*The input*:
• • • •
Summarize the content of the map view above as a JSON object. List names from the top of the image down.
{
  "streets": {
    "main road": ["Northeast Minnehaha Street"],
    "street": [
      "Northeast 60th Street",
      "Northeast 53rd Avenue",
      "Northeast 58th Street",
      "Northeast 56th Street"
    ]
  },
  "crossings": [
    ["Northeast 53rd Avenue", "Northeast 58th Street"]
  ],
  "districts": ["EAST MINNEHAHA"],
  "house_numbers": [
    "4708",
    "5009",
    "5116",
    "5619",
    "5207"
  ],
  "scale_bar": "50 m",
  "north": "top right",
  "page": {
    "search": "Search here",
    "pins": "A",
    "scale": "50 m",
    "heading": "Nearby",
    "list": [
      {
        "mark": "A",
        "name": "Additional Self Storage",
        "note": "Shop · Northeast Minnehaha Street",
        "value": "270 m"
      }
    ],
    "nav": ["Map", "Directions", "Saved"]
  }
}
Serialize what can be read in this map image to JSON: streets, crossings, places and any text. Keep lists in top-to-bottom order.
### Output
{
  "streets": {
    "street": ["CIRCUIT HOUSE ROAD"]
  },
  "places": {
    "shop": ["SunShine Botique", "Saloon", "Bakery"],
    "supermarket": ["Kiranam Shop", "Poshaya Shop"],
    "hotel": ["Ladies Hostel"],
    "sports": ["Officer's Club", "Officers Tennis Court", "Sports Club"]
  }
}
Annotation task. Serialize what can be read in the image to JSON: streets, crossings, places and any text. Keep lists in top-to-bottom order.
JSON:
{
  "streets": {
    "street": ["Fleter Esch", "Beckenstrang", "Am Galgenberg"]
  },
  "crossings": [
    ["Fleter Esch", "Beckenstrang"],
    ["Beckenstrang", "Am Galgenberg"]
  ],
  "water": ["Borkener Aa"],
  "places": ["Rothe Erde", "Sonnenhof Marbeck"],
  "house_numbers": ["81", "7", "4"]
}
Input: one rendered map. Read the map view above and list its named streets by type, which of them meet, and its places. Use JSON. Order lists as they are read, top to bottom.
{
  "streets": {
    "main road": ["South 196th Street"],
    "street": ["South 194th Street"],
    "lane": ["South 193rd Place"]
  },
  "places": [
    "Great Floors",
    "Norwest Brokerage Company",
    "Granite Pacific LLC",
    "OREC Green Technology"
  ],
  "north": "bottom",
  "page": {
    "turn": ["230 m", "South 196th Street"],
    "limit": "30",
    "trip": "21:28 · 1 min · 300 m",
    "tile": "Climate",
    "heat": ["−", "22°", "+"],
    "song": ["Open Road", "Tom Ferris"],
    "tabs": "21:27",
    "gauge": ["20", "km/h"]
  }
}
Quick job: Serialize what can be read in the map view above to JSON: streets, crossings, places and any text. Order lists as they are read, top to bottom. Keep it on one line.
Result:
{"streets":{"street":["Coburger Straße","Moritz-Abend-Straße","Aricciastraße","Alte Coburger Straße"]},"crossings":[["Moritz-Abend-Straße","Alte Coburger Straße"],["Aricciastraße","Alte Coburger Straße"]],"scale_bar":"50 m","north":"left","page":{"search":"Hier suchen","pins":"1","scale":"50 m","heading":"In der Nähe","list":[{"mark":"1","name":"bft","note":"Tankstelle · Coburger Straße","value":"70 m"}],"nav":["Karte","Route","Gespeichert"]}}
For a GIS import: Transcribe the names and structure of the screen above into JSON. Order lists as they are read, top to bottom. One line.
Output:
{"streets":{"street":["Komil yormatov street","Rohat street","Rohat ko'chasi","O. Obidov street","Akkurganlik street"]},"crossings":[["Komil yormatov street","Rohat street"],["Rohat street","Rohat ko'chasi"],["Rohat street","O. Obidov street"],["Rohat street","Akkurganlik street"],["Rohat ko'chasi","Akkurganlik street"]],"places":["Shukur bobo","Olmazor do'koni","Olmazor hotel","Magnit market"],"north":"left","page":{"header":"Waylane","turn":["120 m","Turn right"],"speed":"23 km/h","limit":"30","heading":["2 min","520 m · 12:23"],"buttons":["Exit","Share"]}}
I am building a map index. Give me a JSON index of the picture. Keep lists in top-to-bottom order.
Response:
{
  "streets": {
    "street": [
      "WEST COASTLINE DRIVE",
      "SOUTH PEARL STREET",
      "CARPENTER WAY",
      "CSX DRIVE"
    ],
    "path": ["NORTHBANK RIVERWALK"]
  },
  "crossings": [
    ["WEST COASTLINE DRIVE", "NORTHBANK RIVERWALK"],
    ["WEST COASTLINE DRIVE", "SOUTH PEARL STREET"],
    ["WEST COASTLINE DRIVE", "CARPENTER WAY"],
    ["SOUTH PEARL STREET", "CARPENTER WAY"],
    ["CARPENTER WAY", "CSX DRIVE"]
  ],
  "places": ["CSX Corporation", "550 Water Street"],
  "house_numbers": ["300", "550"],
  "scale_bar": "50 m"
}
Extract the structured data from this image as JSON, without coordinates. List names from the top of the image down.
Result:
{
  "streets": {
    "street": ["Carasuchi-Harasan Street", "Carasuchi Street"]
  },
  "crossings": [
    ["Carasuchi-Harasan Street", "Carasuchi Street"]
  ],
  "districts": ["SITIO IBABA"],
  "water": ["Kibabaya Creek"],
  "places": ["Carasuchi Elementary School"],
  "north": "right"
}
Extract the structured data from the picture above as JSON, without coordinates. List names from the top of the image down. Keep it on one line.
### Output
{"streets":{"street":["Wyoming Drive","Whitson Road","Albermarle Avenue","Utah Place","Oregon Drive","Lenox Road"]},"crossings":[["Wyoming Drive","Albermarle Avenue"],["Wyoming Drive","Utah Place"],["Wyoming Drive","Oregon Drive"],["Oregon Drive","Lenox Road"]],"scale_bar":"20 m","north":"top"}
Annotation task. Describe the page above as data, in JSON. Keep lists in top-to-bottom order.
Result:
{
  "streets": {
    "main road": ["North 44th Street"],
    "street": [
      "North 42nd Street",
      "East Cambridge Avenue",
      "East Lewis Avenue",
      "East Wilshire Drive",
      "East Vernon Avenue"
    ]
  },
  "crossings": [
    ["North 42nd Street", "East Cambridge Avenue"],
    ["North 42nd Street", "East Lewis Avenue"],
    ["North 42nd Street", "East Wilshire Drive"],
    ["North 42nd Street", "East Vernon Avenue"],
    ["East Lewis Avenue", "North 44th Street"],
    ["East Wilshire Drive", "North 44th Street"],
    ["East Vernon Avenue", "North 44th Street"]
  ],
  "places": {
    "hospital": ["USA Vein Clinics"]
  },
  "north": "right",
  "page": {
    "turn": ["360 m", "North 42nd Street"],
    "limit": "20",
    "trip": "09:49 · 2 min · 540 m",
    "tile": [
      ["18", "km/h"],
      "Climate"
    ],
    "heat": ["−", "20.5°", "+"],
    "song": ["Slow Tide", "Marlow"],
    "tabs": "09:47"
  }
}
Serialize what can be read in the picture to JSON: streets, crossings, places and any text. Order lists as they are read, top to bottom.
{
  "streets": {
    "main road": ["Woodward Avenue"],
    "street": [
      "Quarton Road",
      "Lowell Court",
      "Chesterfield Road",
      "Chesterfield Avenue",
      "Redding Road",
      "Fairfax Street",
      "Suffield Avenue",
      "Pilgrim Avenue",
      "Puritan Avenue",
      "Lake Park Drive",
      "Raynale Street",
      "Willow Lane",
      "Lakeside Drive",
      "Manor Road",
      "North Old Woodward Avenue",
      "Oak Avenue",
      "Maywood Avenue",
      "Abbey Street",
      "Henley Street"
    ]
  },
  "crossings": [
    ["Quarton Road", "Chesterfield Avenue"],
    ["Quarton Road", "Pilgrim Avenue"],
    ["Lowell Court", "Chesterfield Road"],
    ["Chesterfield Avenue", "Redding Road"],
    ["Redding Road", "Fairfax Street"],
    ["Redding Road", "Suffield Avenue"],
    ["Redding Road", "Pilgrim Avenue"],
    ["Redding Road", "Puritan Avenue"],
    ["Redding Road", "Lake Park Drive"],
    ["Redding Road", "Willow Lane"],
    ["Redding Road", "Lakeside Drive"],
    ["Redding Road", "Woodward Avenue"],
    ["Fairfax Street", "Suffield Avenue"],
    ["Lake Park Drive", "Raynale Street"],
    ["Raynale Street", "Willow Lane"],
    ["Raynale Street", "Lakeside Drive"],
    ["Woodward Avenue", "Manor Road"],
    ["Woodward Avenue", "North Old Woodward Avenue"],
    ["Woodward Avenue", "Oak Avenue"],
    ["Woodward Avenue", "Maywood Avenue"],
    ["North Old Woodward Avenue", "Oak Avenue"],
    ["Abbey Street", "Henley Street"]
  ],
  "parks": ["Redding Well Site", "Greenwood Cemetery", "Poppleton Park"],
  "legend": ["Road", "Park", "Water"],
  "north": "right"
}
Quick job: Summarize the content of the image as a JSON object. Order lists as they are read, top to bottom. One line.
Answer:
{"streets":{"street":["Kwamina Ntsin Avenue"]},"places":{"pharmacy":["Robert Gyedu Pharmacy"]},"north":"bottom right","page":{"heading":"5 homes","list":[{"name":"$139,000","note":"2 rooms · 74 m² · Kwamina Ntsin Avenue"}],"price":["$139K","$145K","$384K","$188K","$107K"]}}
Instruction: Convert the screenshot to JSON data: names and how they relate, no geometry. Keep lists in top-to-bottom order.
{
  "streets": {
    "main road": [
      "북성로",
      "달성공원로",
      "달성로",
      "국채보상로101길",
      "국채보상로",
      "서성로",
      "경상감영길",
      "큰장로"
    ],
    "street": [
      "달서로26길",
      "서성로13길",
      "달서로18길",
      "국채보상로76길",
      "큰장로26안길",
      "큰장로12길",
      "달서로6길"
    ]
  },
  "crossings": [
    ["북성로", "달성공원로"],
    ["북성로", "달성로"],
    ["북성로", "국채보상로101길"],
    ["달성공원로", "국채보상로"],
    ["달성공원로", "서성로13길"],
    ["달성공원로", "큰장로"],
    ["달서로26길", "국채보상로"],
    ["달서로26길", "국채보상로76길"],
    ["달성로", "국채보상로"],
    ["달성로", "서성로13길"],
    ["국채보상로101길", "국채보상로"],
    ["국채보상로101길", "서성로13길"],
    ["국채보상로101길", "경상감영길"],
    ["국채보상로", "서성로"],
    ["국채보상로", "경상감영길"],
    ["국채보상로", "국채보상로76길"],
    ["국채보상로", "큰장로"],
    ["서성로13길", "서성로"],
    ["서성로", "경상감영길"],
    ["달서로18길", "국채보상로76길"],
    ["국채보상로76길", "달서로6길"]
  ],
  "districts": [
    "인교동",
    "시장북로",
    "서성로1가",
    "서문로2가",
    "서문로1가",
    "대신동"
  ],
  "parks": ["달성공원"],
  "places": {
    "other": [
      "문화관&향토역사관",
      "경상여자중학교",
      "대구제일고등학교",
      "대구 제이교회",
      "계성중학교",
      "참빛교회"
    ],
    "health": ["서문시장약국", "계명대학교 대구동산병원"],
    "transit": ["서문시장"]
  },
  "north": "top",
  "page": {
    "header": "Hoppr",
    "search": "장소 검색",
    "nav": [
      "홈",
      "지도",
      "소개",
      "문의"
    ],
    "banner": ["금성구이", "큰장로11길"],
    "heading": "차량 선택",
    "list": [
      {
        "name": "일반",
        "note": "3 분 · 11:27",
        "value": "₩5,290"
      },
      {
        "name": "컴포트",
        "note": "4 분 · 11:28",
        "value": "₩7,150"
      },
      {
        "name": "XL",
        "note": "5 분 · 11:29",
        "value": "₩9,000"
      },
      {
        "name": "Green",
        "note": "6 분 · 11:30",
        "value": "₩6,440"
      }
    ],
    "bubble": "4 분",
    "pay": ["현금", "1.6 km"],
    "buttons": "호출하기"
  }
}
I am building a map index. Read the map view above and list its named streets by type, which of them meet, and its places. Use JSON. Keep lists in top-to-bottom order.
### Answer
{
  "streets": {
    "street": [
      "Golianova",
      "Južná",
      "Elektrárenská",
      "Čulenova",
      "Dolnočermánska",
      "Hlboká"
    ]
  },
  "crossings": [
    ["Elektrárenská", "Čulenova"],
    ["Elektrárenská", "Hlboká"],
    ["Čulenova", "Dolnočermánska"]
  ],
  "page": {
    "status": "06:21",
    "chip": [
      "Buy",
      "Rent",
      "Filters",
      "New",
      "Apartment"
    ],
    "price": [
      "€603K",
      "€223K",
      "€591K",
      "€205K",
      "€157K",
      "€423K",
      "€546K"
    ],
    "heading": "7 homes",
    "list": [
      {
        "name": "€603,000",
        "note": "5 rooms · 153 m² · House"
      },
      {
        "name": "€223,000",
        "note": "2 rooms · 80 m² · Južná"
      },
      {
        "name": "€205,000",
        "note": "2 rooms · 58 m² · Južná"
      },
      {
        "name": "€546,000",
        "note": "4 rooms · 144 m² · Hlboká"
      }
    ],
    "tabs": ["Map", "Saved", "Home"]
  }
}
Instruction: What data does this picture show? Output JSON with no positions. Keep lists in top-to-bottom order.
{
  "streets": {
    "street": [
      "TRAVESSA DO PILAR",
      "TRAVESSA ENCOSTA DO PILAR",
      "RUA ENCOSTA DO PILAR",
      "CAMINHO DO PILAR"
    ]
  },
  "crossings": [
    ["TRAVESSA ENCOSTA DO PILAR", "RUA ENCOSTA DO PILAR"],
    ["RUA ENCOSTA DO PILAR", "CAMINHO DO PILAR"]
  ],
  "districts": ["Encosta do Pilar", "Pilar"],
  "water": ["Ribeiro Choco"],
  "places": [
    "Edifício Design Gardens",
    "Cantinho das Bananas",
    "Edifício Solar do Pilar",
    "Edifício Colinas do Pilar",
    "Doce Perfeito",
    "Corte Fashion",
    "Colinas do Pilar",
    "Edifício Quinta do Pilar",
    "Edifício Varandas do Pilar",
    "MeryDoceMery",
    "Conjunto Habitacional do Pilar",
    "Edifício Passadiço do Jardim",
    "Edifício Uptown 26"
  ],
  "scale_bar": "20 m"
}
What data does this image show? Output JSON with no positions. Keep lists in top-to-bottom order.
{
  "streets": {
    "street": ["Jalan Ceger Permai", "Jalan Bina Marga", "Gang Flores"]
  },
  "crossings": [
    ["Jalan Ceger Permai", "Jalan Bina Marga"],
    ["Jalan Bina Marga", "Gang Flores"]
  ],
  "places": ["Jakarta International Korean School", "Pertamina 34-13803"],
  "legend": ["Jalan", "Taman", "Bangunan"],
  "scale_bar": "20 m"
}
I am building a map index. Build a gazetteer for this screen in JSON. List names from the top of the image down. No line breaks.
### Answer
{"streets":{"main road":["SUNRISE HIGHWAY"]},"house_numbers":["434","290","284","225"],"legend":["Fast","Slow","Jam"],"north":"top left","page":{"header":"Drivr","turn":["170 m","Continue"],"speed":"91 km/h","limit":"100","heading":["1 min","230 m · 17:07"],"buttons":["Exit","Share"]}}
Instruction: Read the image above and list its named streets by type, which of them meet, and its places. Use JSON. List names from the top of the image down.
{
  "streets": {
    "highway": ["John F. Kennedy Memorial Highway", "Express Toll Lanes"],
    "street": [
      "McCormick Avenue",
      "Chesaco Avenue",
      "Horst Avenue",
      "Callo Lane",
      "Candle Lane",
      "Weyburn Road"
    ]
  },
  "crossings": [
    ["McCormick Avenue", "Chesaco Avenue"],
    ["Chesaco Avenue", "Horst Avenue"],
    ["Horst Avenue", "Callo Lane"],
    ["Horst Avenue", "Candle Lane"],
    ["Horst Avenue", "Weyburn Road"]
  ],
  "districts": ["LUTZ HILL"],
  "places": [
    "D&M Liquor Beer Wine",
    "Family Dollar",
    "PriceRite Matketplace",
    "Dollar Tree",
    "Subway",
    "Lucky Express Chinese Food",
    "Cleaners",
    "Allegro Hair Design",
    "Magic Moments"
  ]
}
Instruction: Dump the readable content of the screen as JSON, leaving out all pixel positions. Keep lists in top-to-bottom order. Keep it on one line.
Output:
• • • •
Copy out the lines of the records above in which the string "Extract" appears.

Extract the structured data from this image as JSON, without coordinates. List names from the top of the image down.
Extract the structured data from the picture above as JSON, without coordinates. List names from the top of the image down. Keep it on one line.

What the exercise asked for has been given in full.